[DATA SUPPLIED]

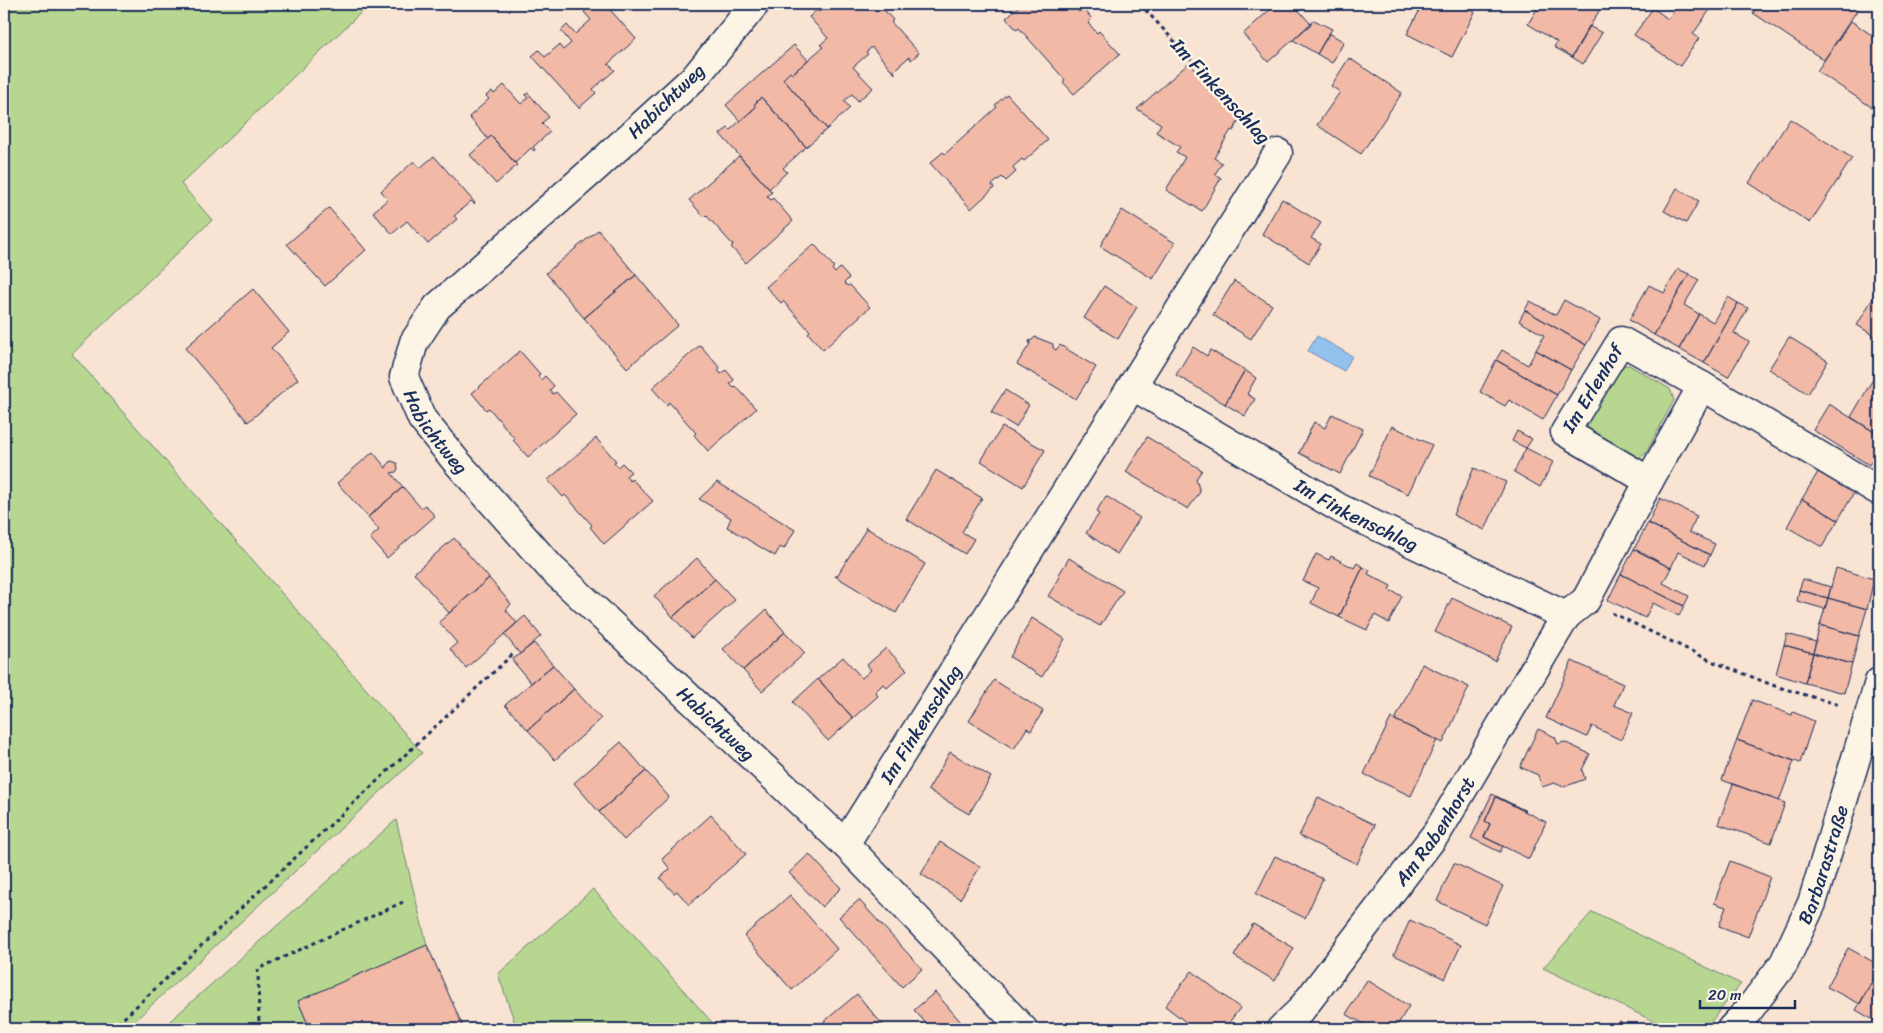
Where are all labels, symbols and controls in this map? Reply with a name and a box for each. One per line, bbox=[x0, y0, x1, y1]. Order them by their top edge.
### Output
street label: Im Finkenschlag bbox=[1162, 29, 1279, 152]
street label: Habichtweg bbox=[619, 55, 713, 147]
street label: Im Erlenhof bbox=[1552, 336, 1633, 439]
street label: Habichtweg bbox=[395, 384, 477, 482]
street label: Im Finkenschlag bbox=[1287, 468, 1424, 560]
street label: Im Finkenschlag bbox=[870, 657, 970, 791]
street label: Habichtweg bbox=[669, 677, 763, 769]
street label: Am Rabenhorst bbox=[1385, 770, 1484, 894]
street label: Barbarastraße bbox=[1788, 801, 1857, 930]
scale bar bbox=[1700, 978, 1796, 1010]
text: 20 m bbox=[1708, 982, 1742, 1008]

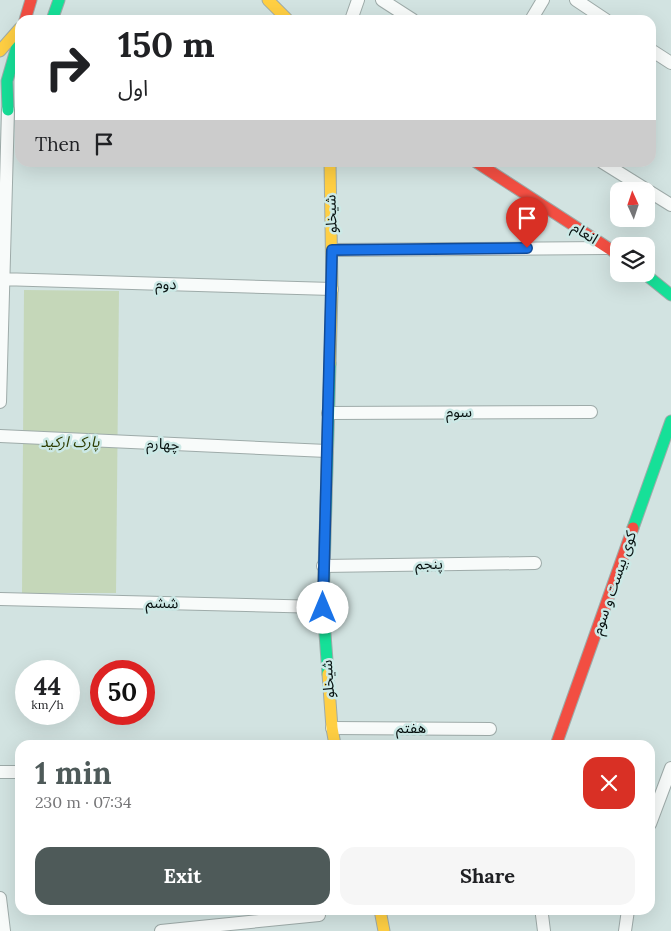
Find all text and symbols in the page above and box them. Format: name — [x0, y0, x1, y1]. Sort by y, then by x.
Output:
text: 150 m — [118, 22, 215, 67]
icon: right — [35, 35, 100, 100]
text: اول — [118, 74, 148, 102]
icon: arrive — [90, 130, 118, 158]
text: Then — [35, 132, 80, 156]
north arrow — [610, 182, 655, 228]
map controls — [610, 182, 655, 282]
street label: شیخلو — [320, 194, 341, 234]
pin — [506, 197, 548, 248]
icon: arrive — [513, 204, 541, 232]
street label: انعام — [568, 217, 602, 250]
button: layers — [610, 237, 655, 282]
street label: دوم — [155, 274, 177, 295]
street label: سوم — [446, 402, 472, 423]
park label: پارک ارکید — [40, 432, 100, 452]
street label: چهارم — [146, 433, 180, 456]
street label: کوی بیست و سوم — [587, 528, 642, 638]
street label: پنجم — [415, 554, 443, 575]
position arrow — [296, 581, 348, 633]
street label: ششم — [145, 593, 179, 614]
street label: شیخلو — [317, 659, 338, 699]
speed limit sign: 50 — [90, 660, 155, 725]
text: 44 — [34, 670, 61, 702]
text: km/h — [31, 697, 64, 712]
street label: هفتم — [396, 718, 426, 739]
text: 1 min — [35, 754, 112, 792]
button: close — [583, 757, 635, 809]
text: 230 m · 07:34 — [35, 792, 132, 812]
button: Exit — [35, 847, 330, 905]
button: Share — [340, 847, 635, 905]

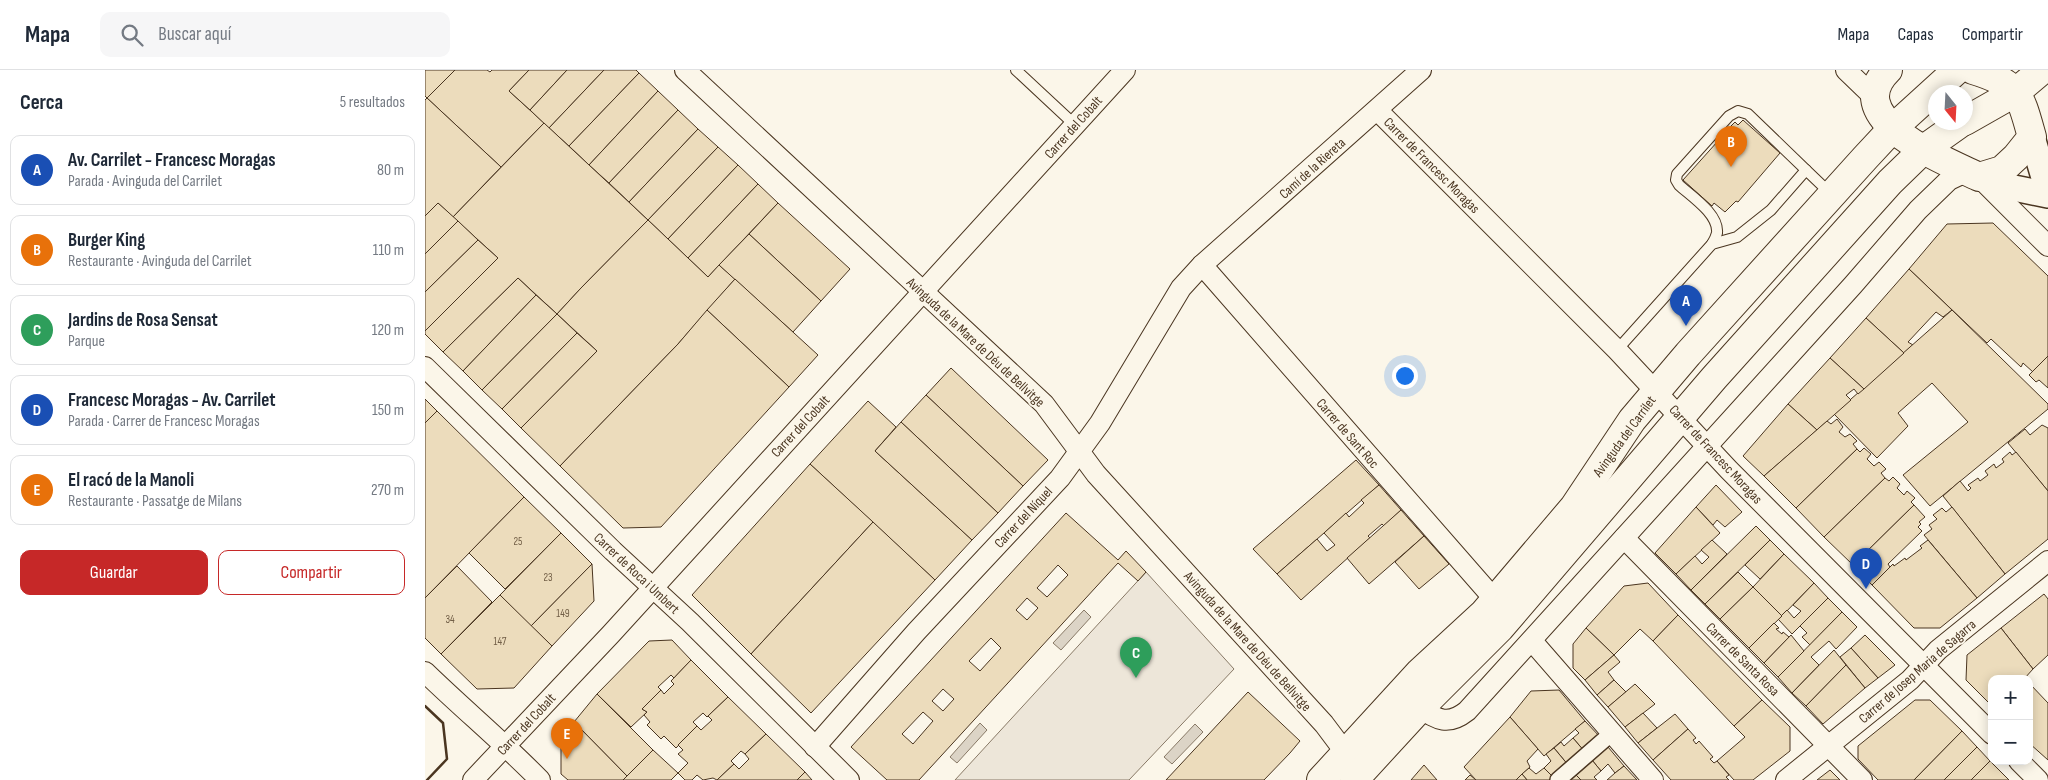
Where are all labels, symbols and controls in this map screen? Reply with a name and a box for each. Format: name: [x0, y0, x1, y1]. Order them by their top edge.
search box: [100, 12, 450, 57]
text: Mapa: [25, 20, 70, 49]
icon: search: [118, 21, 146, 49]
text: Buscar aquí: [158, 23, 231, 46]
text: Mapa: [1837, 24, 1869, 45]
text: Capas: [1897, 24, 1934, 45]
text: Compartir: [1962, 24, 2023, 45]
north arrow: [1928, 85, 1973, 130]
text: Cerca: [20, 90, 63, 115]
street label: Carrer del Cobalt: [1041, 92, 1106, 162]
text: 5 resultados: [340, 93, 405, 112]
street label: Carrer de Francesc Moragas: [1380, 114, 1483, 217]
pin: B: [1715, 126, 1747, 167]
street label: Camí de la Riereta: [1276, 134, 1349, 203]
text: Av. Carrilet - Francesc Moragas: [68, 149, 276, 172]
text: A: [33, 161, 41, 180]
text: 80 m: [377, 161, 404, 180]
text: Parada · Avinguda del Carrilet: [68, 172, 222, 191]
text: Burger King: [68, 229, 145, 252]
text: B: [33, 241, 41, 260]
text: 110 m: [373, 241, 404, 260]
text: Restaurante · Avinguda del Carrilet: [68, 252, 252, 271]
street label: Avinguda de la Mare de Déu de Bellvitge: [902, 273, 1048, 411]
pin: A: [1670, 285, 1702, 326]
text: Jardins de Rosa Sensat: [68, 309, 218, 332]
text: C: [33, 321, 41, 340]
text: 120 m: [372, 321, 404, 340]
text: Parque: [68, 332, 105, 351]
your location: [1392, 363, 1418, 389]
text: Francesc Moragas - Av. Carrilet: [68, 389, 276, 412]
street label: Carrer del Cobalt: [767, 392, 833, 461]
street label: Avinguda del Carrilet: [1589, 392, 1660, 481]
street label: Carrer de Sant Roc: [1313, 395, 1383, 472]
text: D: [33, 401, 41, 420]
text: 150 m: [372, 401, 404, 420]
street label: Carrer de Francesc Moragas: [1665, 401, 1766, 507]
text: Parada · Carrer de Francesc Moragas: [68, 412, 260, 431]
text: El racó de la Manoli: [68, 469, 194, 492]
text: E: [34, 481, 40, 500]
text: 270 m: [371, 481, 404, 500]
street label: Carrer del Níquel: [991, 483, 1056, 552]
text: Restaurante · Passatge de Milans: [68, 492, 242, 511]
street label: Carrer de Roca i Umbert: [590, 529, 683, 617]
house number: 25: [514, 535, 522, 548]
pin: D: [1850, 548, 1882, 589]
button: Guardar: [20, 550, 208, 595]
button: Compartir: [218, 550, 405, 595]
street label: Avinguda de la Mare de Déu de Bellvitge: [1180, 567, 1315, 715]
house number: 23: [543, 571, 553, 584]
house number: 149: [556, 607, 570, 620]
house number: 34: [445, 613, 455, 626]
street label: Carrer de Josep Maria de Sagarra: [1855, 616, 1979, 727]
street label: Carrer de Santa Rosa: [1702, 619, 1783, 700]
house number: 147: [494, 635, 507, 648]
pin: C: [1120, 637, 1152, 678]
map controls: [1988, 675, 2033, 765]
button: +: [1988, 675, 2033, 720]
street label: Carrer del Cobalt: [493, 690, 559, 759]
pin: E: [551, 718, 583, 759]
button: −: [1988, 720, 2033, 765]

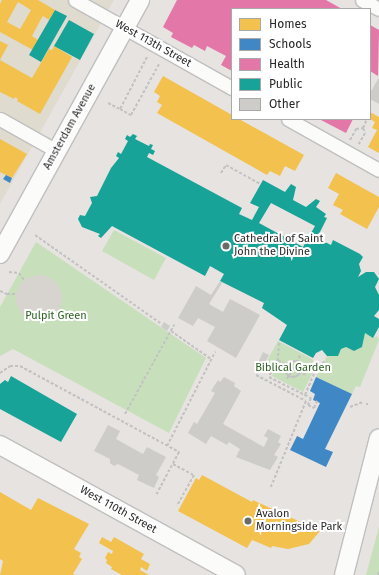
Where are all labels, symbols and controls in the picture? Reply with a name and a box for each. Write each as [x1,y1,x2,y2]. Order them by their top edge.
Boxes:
legend [231,8,371,120]
text: Homes [269,17,307,31]
street label: West 113th Street [113,18,193,70]
text: Schools [269,37,311,51]
text: Health [269,57,305,71]
text: Public [269,77,302,91]
street label: Amsterdam Avenue [41,82,99,172]
text: Other [269,97,300,111]
place label: Cathedral of Saint John the Divine [234,233,323,259]
marker: Cathedral of Saint John the Divine [221,241,231,251]
park label: Pulpit Green [25,309,87,323]
park label: Biblical Garden [255,361,331,375]
street label: West 110th Street [77,483,159,537]
place label: Avalon Morningside Park [256,508,342,534]
marker: Avalon Morningside Park [243,516,253,526]

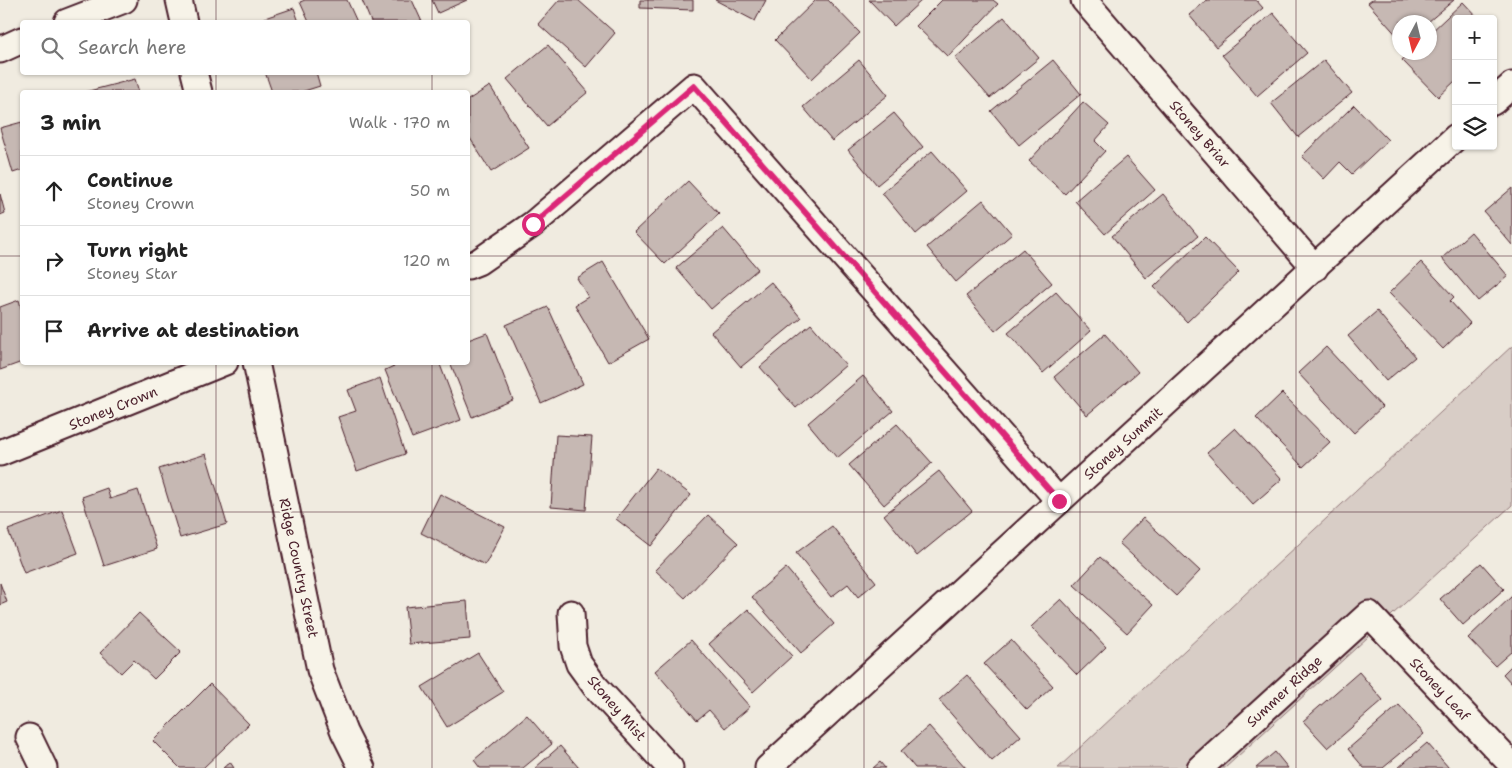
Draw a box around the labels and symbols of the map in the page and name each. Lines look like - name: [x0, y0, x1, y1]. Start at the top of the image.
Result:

[/DATA SUPPLIED]

▶ [ASSIGNMENT]: Give the number of lines above that contain the word "page", with no other text.

▶ [PROBLEM SOLUTION]: 2